== Work instruction ==
Return a copy of every line in the data below that contains "Mundy".

== Material to process ==
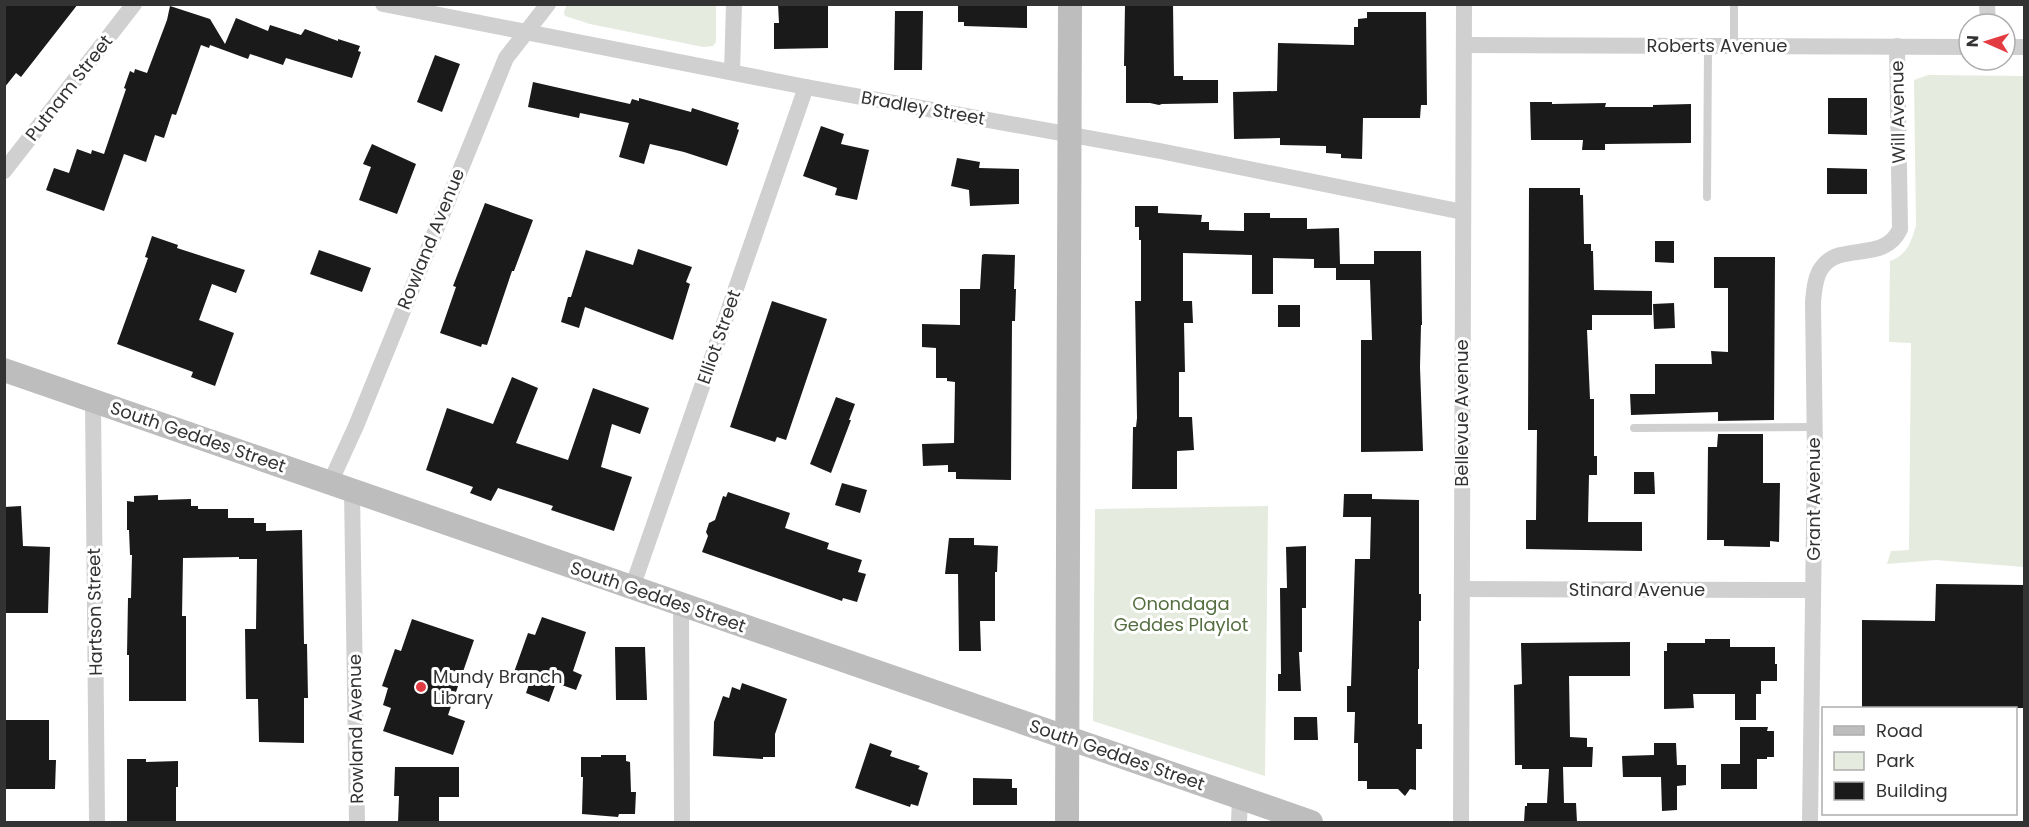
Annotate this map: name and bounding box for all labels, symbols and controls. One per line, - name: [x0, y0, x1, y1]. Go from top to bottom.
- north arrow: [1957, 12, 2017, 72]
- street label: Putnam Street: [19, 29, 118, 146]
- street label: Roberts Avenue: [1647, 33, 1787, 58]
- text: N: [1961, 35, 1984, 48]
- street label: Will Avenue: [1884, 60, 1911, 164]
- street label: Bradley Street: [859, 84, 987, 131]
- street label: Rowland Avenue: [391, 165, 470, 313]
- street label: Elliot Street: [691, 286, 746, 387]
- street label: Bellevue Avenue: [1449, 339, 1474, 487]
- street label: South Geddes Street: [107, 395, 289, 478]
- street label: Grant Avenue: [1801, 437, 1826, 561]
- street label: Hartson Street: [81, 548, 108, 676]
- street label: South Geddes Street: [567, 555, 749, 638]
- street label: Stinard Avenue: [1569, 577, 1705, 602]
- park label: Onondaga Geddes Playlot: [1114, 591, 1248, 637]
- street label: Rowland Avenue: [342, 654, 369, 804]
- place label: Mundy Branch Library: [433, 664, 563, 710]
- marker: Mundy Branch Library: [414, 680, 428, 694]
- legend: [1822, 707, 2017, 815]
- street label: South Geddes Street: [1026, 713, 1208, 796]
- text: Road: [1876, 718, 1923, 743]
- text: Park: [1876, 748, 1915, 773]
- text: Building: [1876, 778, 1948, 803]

---

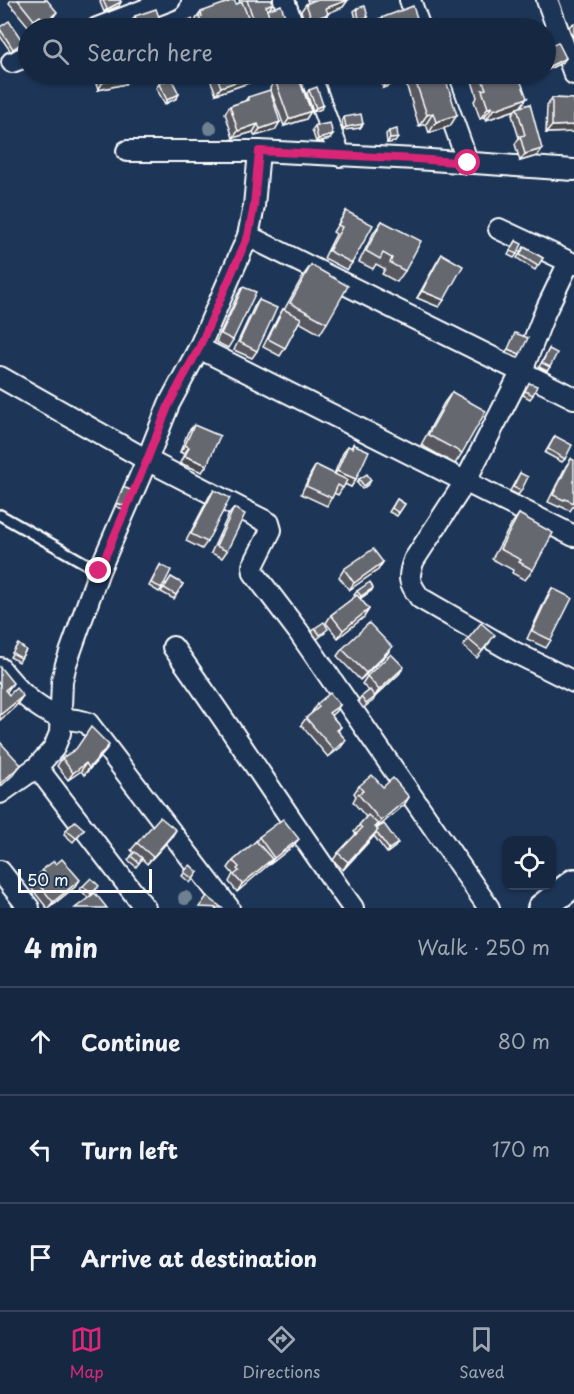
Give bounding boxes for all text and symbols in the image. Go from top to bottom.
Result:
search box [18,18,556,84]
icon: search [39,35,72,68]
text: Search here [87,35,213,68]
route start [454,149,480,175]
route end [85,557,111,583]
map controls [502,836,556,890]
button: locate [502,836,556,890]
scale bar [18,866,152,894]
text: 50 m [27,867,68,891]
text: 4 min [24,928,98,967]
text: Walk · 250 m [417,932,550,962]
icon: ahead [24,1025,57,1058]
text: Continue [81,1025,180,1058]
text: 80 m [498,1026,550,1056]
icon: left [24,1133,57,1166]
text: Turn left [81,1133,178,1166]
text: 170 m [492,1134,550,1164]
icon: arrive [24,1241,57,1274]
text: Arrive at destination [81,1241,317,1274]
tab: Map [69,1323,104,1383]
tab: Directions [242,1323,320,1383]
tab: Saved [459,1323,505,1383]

== Exercise solution ==
- place label: Mundy Branch Library: [433, 664, 563, 710]
- marker: Mundy Branch Library: [414, 680, 428, 694]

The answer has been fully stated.